Start of MATERIAL SUPPLIED

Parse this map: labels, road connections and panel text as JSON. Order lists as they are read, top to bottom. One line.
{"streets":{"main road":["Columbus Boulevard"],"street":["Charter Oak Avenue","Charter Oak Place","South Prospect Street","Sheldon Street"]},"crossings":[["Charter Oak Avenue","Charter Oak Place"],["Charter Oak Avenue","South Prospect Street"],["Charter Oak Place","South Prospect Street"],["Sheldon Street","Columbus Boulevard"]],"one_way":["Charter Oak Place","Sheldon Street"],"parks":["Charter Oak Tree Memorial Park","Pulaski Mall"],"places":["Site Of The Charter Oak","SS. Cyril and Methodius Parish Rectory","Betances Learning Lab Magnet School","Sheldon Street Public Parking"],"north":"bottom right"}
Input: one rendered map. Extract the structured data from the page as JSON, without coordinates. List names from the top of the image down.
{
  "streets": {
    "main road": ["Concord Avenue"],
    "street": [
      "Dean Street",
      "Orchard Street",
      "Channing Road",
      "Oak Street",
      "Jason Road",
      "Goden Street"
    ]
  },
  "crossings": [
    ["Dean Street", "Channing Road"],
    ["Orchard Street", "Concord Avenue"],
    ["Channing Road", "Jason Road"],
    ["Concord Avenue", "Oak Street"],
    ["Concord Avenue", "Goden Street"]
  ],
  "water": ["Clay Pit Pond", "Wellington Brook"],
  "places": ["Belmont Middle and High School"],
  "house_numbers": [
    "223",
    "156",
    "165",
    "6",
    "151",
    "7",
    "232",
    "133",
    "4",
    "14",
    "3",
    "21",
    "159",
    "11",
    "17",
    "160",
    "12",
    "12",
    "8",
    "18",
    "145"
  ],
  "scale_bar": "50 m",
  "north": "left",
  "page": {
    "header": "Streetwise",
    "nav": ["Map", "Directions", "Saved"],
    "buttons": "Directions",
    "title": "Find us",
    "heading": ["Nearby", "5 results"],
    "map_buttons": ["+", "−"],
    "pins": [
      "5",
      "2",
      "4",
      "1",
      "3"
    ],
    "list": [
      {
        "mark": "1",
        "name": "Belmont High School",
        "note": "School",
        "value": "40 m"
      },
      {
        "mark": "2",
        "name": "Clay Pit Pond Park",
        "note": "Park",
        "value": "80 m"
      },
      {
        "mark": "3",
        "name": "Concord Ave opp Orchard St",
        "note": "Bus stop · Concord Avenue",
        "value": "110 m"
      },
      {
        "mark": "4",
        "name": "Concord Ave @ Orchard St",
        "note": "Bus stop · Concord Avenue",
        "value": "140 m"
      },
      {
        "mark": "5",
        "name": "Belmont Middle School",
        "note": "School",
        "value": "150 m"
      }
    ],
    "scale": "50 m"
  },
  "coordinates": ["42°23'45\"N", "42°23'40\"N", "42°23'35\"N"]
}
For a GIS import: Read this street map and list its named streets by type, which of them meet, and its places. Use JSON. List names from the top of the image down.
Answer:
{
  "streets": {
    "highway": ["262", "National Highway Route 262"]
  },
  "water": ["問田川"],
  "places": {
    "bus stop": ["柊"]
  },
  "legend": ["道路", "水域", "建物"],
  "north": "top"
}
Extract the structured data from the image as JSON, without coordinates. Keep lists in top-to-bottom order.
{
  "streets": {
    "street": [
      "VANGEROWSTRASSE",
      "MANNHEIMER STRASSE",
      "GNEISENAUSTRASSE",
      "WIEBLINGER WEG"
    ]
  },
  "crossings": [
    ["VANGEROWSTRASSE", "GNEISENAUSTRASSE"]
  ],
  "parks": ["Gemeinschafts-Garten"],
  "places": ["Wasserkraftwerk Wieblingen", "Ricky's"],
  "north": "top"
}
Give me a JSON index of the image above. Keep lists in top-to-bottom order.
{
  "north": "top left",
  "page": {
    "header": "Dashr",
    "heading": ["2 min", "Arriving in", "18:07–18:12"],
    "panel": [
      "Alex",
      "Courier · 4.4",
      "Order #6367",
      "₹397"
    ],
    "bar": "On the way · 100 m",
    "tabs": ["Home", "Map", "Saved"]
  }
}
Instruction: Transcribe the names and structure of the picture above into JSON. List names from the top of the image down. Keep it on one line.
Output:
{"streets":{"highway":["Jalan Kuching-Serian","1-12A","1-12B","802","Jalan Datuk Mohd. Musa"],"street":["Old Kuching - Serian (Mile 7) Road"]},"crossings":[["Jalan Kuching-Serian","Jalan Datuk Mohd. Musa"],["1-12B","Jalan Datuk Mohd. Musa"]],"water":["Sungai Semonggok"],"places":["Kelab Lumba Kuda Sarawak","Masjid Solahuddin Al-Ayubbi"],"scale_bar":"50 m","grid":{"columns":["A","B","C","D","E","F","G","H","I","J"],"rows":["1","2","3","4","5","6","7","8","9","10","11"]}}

End of MATERIAL SUPPLIED

_WORK INSTRUCTION_:
Everything from the line containing "Extract the structured data from the image" through the last line above should be set down exactly; include no other lines.

_TASK OUTPUT_:
Extract the structured data from the image as JSON, without coordinates. Keep lists in top-to-bottom order.
{
  "streets": {
    "street": [
      "VANGEROWSTRASSE",
      "MANNHEIMER STRASSE",
      "GNEISENAUSTRASSE",
      "WIEBLINGER WEG"
    ]
  },
  "crossings": [
    ["VANGEROWSTRASSE", "GNEISENAUSTRASSE"]
  ],
  "parks": ["Gemeinschafts-Garten"],
  "places": ["Wasserkraftwerk Wieblingen", "Ricky's"],
  "north": "top"
}
Give me a JSON index of the image above. Keep lists in top-to-bottom order.
{
  "north": "top left",
  "page": {
    "header": "Dashr",
    "heading": ["2 min", "Arriving in", "18:07–18:12"],
    "panel": [
      "Alex",
      "Courier · 4.4",
      "Order #6367",
      "₹397"
    ],
    "bar": "On the way · 100 m",
    "tabs": ["Home", "Map", "Saved"]
  }
}
Instruction: Transcribe the names and structure of the picture above into JSON. List names from the top of the image down. Keep it on one line.
Output:
{"streets":{"highway":["Jalan Kuching-Serian","1-12A","1-12B","802","Jalan Datuk Mohd. Musa"],"street":["Old Kuching - Serian (Mile 7) Road"]},"crossings":[["Jalan Kuching-Serian","Jalan Datuk Mohd. Musa"],["1-12B","Jalan Datuk Mohd. Musa"]],"water":["Sungai Semonggok"],"places":["Kelab Lumba Kuda Sarawak","Masjid Solahuddin Al-Ayubbi"],"scale_bar":"50 m","grid":{"columns":["A","B","C","D","E","F","G","H","I","J"],"rows":["1","2","3","4","5","6","7","8","9","10","11"]}}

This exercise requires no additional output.